Compound	Dose	Compound & Dose
Aspirin	6	6mg of Aspirin
Aspirin	3	3mg of Aspirin
Sugar	6	6mg of Sugar
Sugar	3	3mg of Sugar

grouping3 <- Grouping$new(group = mappingDataFrame)

The default title of the legend that results from this grouping is the name of the rightmost column, which is “Compound & Dose”. Note that the check.names option should be set to FALSE when creating the dataframe mappingDataFrame, since the legend title contains spaces in this instance. This legend title can be overridden to be another string by using the label input of the object constructor, as in the case of grouping2 above.
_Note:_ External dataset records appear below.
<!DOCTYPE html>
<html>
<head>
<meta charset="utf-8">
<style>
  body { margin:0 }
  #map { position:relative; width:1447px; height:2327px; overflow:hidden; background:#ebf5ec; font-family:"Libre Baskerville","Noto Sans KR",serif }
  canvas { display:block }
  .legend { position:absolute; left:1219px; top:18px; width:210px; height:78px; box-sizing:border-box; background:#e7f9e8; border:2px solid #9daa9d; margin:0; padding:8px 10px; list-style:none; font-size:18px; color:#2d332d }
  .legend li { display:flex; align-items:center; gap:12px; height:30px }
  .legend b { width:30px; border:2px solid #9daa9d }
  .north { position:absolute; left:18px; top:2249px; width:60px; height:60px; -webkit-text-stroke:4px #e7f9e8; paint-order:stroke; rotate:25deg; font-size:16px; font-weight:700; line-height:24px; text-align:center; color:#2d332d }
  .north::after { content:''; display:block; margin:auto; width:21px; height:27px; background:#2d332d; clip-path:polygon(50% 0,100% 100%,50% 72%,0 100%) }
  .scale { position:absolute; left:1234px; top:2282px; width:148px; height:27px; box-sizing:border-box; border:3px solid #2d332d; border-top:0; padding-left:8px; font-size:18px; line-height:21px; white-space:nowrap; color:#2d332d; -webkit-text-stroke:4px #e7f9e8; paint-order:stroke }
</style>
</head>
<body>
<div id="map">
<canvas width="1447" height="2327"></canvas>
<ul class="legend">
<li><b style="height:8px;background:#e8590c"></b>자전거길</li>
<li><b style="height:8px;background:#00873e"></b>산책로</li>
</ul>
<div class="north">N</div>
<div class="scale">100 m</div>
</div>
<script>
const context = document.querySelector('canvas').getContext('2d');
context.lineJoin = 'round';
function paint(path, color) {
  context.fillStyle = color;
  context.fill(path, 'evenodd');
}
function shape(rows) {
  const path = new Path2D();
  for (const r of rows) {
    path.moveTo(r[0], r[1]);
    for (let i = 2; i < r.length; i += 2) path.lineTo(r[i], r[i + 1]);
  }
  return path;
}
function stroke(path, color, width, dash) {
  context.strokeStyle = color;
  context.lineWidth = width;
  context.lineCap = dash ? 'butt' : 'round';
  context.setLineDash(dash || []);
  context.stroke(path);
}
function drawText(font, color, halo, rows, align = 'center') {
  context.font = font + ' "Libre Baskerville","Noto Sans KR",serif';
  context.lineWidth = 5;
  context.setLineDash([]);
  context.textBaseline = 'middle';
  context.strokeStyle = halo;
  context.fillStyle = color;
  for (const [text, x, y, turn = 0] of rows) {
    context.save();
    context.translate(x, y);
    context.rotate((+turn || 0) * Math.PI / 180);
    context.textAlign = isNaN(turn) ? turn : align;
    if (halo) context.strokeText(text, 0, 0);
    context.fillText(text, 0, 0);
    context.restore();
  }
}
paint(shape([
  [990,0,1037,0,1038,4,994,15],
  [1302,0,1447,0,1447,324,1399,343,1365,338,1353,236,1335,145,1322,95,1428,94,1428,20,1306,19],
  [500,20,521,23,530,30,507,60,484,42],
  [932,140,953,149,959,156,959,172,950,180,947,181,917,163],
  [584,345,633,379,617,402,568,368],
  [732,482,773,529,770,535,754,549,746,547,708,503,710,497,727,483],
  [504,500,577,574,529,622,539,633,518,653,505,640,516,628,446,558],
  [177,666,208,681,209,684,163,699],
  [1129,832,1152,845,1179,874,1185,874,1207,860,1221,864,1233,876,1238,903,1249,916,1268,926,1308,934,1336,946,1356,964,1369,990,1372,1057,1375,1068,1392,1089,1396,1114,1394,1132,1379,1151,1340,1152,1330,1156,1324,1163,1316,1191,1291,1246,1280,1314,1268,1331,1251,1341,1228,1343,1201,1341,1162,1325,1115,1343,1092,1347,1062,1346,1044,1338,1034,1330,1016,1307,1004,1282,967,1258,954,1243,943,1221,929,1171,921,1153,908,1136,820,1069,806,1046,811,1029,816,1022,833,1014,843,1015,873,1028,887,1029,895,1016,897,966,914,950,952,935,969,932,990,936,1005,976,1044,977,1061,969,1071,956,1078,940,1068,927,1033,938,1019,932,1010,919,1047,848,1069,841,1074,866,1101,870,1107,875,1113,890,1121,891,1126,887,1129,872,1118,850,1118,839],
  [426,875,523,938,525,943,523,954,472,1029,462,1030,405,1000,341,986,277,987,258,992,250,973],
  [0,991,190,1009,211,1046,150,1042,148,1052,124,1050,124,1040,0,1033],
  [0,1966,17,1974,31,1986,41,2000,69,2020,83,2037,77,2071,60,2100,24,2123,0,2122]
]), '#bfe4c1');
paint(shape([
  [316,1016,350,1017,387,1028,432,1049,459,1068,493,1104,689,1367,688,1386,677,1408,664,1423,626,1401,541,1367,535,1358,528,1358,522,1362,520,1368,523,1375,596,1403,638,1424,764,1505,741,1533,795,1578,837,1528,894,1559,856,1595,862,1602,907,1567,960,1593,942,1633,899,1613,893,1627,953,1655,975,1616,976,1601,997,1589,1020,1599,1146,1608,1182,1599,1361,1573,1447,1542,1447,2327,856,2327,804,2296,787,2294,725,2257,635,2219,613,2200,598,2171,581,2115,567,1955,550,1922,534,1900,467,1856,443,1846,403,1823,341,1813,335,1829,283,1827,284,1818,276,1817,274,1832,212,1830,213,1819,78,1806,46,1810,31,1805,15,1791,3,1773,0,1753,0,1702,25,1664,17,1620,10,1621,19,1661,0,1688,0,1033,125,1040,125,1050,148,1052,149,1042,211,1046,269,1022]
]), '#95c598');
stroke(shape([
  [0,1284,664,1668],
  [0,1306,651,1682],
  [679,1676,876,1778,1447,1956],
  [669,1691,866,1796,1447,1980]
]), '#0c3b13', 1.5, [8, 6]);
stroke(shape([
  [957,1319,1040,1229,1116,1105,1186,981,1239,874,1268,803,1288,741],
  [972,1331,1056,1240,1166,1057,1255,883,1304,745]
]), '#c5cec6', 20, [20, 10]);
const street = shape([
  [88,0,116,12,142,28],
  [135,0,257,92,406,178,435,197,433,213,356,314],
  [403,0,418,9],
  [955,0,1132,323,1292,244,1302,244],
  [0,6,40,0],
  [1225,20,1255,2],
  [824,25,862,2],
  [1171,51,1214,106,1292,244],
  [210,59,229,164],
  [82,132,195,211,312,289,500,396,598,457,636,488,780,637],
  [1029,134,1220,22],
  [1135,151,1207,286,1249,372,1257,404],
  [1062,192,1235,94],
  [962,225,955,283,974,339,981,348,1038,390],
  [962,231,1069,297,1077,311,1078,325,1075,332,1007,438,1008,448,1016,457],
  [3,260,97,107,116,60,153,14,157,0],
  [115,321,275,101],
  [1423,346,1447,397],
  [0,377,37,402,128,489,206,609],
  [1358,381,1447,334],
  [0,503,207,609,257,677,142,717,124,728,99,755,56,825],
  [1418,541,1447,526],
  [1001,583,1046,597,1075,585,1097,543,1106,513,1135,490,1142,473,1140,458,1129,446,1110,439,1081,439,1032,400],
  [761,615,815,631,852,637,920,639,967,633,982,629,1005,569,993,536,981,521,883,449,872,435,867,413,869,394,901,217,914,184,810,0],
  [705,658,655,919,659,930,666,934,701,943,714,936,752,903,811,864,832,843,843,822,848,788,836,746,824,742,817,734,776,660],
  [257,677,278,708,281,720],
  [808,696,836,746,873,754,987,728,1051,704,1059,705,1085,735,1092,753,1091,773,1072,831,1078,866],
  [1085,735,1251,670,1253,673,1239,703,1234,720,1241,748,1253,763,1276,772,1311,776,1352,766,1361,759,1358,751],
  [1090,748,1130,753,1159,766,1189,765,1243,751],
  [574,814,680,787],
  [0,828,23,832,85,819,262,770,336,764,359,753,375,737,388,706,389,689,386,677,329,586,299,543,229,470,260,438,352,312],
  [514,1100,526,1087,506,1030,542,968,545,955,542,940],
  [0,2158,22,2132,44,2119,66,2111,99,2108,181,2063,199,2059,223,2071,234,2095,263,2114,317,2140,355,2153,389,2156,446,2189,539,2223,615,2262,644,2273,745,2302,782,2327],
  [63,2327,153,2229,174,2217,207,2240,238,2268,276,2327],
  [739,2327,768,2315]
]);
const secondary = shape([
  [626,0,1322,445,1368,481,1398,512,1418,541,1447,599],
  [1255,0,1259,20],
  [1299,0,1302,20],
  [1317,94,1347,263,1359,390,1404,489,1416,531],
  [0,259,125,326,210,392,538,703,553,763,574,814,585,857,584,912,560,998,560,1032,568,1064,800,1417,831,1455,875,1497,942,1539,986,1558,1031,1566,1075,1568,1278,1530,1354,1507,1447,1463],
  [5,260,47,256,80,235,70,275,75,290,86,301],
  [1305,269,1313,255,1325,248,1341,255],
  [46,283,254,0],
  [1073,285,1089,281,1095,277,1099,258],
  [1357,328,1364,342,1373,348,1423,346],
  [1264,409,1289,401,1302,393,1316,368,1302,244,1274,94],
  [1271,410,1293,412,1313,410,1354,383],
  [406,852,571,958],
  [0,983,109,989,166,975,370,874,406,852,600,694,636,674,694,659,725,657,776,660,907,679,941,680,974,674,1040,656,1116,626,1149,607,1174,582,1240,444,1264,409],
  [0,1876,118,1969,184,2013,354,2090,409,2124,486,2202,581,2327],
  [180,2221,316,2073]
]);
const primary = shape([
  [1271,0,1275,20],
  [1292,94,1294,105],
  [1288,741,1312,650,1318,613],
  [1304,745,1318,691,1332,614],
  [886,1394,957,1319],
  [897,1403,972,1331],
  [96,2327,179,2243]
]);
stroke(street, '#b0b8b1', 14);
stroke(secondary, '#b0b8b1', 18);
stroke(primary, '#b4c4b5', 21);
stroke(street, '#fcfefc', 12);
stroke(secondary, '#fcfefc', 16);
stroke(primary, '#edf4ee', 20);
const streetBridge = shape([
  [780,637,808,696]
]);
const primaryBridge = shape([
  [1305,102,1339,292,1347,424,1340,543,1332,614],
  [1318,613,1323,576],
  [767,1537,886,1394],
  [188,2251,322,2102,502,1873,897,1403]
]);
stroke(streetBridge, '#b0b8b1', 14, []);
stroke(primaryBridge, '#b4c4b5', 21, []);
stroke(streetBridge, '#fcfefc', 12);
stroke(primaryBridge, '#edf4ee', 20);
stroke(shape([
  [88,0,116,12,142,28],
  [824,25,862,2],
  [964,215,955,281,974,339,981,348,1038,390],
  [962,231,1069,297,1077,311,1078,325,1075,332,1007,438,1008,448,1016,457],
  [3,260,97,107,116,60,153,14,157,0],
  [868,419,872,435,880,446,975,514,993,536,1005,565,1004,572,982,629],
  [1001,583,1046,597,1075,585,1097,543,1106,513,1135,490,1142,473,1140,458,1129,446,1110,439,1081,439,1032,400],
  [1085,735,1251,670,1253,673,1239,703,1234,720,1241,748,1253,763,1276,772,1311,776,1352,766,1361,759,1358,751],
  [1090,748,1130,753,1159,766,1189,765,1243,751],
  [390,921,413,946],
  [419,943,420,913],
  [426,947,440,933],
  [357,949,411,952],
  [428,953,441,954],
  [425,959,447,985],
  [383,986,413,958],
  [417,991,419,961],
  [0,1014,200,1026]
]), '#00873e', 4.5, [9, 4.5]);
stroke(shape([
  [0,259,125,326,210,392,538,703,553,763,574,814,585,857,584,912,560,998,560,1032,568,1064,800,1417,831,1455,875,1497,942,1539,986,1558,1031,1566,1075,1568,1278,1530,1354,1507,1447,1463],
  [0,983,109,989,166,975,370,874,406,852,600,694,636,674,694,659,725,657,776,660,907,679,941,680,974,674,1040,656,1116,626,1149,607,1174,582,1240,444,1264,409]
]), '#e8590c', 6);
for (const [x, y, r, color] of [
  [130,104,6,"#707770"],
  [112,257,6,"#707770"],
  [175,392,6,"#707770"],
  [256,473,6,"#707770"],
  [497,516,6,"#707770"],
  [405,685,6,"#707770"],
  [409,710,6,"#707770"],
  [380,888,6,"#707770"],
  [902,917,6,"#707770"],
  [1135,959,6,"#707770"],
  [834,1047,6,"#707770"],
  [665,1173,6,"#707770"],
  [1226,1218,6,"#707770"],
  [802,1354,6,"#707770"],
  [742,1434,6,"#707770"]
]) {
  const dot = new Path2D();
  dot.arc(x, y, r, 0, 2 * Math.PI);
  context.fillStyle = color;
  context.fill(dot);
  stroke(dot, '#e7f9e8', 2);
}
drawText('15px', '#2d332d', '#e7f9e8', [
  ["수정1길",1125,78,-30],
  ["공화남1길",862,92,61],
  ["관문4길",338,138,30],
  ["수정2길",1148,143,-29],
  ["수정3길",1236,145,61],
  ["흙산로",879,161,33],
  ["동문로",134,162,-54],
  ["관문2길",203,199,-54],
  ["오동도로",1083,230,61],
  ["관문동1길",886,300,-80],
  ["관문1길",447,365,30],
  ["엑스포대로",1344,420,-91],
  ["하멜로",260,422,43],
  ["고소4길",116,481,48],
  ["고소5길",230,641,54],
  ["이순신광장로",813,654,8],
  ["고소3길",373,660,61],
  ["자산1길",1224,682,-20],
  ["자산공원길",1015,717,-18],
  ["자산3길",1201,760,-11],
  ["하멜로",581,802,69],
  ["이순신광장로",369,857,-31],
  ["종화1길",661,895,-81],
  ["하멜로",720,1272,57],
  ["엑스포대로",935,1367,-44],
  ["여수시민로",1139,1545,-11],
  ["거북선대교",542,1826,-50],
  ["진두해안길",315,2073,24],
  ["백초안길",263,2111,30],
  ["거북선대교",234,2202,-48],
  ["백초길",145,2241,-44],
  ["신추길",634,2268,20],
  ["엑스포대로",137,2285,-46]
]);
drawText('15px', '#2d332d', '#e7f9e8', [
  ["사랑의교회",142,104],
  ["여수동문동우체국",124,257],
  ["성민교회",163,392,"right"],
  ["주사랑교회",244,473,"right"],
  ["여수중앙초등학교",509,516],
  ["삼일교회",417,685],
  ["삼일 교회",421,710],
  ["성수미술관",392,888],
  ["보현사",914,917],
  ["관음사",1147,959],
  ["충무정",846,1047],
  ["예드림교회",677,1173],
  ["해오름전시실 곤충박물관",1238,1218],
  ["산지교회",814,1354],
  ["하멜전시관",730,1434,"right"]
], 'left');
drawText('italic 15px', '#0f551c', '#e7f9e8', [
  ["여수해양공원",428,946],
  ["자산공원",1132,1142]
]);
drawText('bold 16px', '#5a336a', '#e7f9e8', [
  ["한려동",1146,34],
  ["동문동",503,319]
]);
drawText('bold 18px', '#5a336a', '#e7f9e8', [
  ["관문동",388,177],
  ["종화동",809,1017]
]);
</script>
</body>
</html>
The three Grouping objects, grouping1, grouping2, and grouping3 respectively yield the last three columns of the following dataframe:

# Apply the mapping to get the grouping captions:
groupingsDataFrame <- data.frame(
  testData$IndividualId,
  testData$Dose,
  testData$Compound,
  grouping1$getCaptions(testData),
  grouping2$getCaptions(testData),
  grouping3$getCaptions(testData)
)

names(groupingsDataFrame) <- c(
  "IndividualId", "Dose", "Compound",
  grouping1$label, grouping2$label, grouping3$label
)

# Show results for all groupings:
knitr::kable(groupingsDataFrame)

IndividualId	Dose	Compound	Compound-Dose	Compound & Dose	Compound & Dose
0	6	Aspirin	Aspirin-6	Aspirin-6	6mg of Aspirin
1	3	Aspirin	Aspirin-3	Aspirin-3	3mg of Aspirin
2	6	Aspirin	Aspirin-6	Aspirin-6	6mg of Aspirin
3	3	Sugar	Sugar-3	Sugar-3	3mg of Sugar
4	6	Sugar	Sugar-6	Sugar-6	6mg of Sugar
5	3	Aspirin	Aspirin-3	Aspirin-3	3mg of Aspirin
6	6	Aspirin	Aspirin-6	Aspirin-6	6mg of Aspirin
7	3	Sugar	Sugar-3	Sugar-3	3mg of Sugar
8	6	Sugar	Sugar-6	Sugar-6	6mg of Sugar
9	3	Sugar	Sugar-3	Sugar-3	3mg of Sugar

A dataframe can also be used to create a Grouping object that subsets the data based on whether a numeric grouping variable satisfies an specific inequality. For example, individuals in testData can be grouped according to whether or not their age exceeds 6 years by first defining the following dataframe:

# Grouping using a data.frame:
binningDataFrame <- data.frame(
  Age = I(list(c(0, 6), c(7, 100))),
  "Age Range" = c(
    "Age 6 or lower",
    "Above age 6"
  ),
  check.names = FALSE
)

Then creating a new grouping:

grouping4 <- Grouping$new(group = binningDataFrame)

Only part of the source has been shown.